Madame Troendle, je puis vous assurer que le garde des sceaux est pleinement conscient de la nécessité de réformer en profondeur le dispositif actuel de protection des personnes vulnérables.
En effet, les textes applicables en la matière, qui datent de 1968, ne sont adaptés ni au besoin de mieux protéger les personnes vulnérables ni à l'accroissement considérable du nombre de mesures. Vous l'avez souligné vous-même, c'est un sentiment partagé.
Aujourd'hui, plus de 600 000 personnes font l'objet d'une mesure de tutelle ou de curatelle. Cela représente près de 1 % de la population française. Ce chiffre est en constante augmentation.
Une réforme d'ampleur est donc nécessaire.
Cette réforme poursuit deux objectifs : d'une part, rendre plus efficients les principes de nécessité, de subsidiarité et de proportionnalité des mesures de protection juridique, d'autre part, mieux assurer le respect des libertés individuelles.
Ainsi, les mesures de protection juridique qui sont privatives de droits ne seront prononcées que pour les personnes présentant une altération de leurs facultés personnelles médicalement constatée et les empêchant de pourvoir seules à leurs intérêts. Ces mesures seront prises pour un temps limité et elles seront révisées régulièrement.
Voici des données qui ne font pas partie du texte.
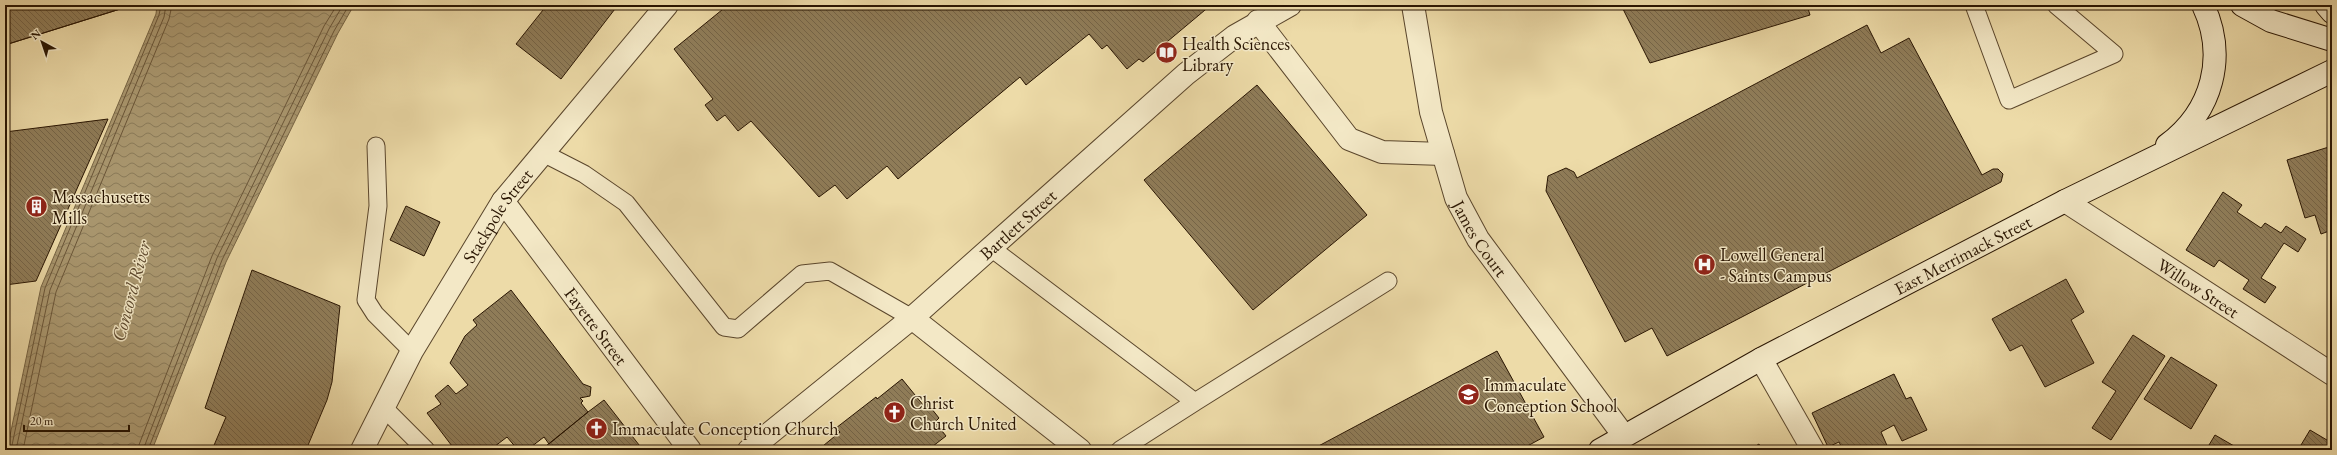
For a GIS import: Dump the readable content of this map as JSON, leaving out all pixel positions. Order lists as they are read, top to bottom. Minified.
{"streets":{"street":["Stackpole Street","Bartlett Street","James Court","East Merrimack Street","Willow Street","Fayette Street"]},"crossings":[["Stackpole Street","Fayette Street"],["James Court","East Merrimack Street"],["East Merrimack Street","Willow Street"]],"water":["Concord River"],"places":{"library":["Health Sciences Library"],"building":["Massachusetts Mills"],"hospital":["Lowell General - Saints Campus"],"school or university":["Immaculate Conception School"],"church":["Christ Church United","Immaculate Conception Church"]},"scale_bar":"20 m","north":"top left"}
En outre, toute personne pourra, par un mandat de protection future, organiser à l'avance sa propre protection juridique pour le jour où elle ne sera plus en mesure d'agir seule.
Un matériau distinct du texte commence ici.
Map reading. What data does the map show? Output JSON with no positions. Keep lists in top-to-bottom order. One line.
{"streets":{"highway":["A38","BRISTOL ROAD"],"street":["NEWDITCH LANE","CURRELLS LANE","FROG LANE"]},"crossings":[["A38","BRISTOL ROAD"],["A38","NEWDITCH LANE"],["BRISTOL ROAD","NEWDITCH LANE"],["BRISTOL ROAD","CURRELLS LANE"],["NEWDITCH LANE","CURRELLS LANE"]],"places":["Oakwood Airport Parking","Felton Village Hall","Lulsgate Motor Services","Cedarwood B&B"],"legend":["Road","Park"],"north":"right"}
Afin d'améliorer la prise en charge des personnes protégées, il sera créé une véritable profession de « mandataire judiciaire de protection des adultes », regroupant toutes les personnes extérieures à la famille à qui sont confiées les mesures de protection juridique.
Par ailleurs, avec la réforme, de nouvelles mesures d'accompagnement budgétaire et social seront instaurées, qui n'entraîneront pas d'incapacité juridique.
Ainsi sera-t-il proposé aux personnes qui se placeront dans une situation de danger du fait de leur inaptitude à gérer leurs prestations sociales une mesure d'accompagnement social spécifique destinée à rétablir leur autonomie financière. En cas d'échec ou de refus de cette mesure, le juge des tutelles pourra être saisi afin que soit prononcée une mesure judiciaire de gestion budgétaire et d'accompagnement social permettant la gestion des prestations sociales versées à l'intéressé.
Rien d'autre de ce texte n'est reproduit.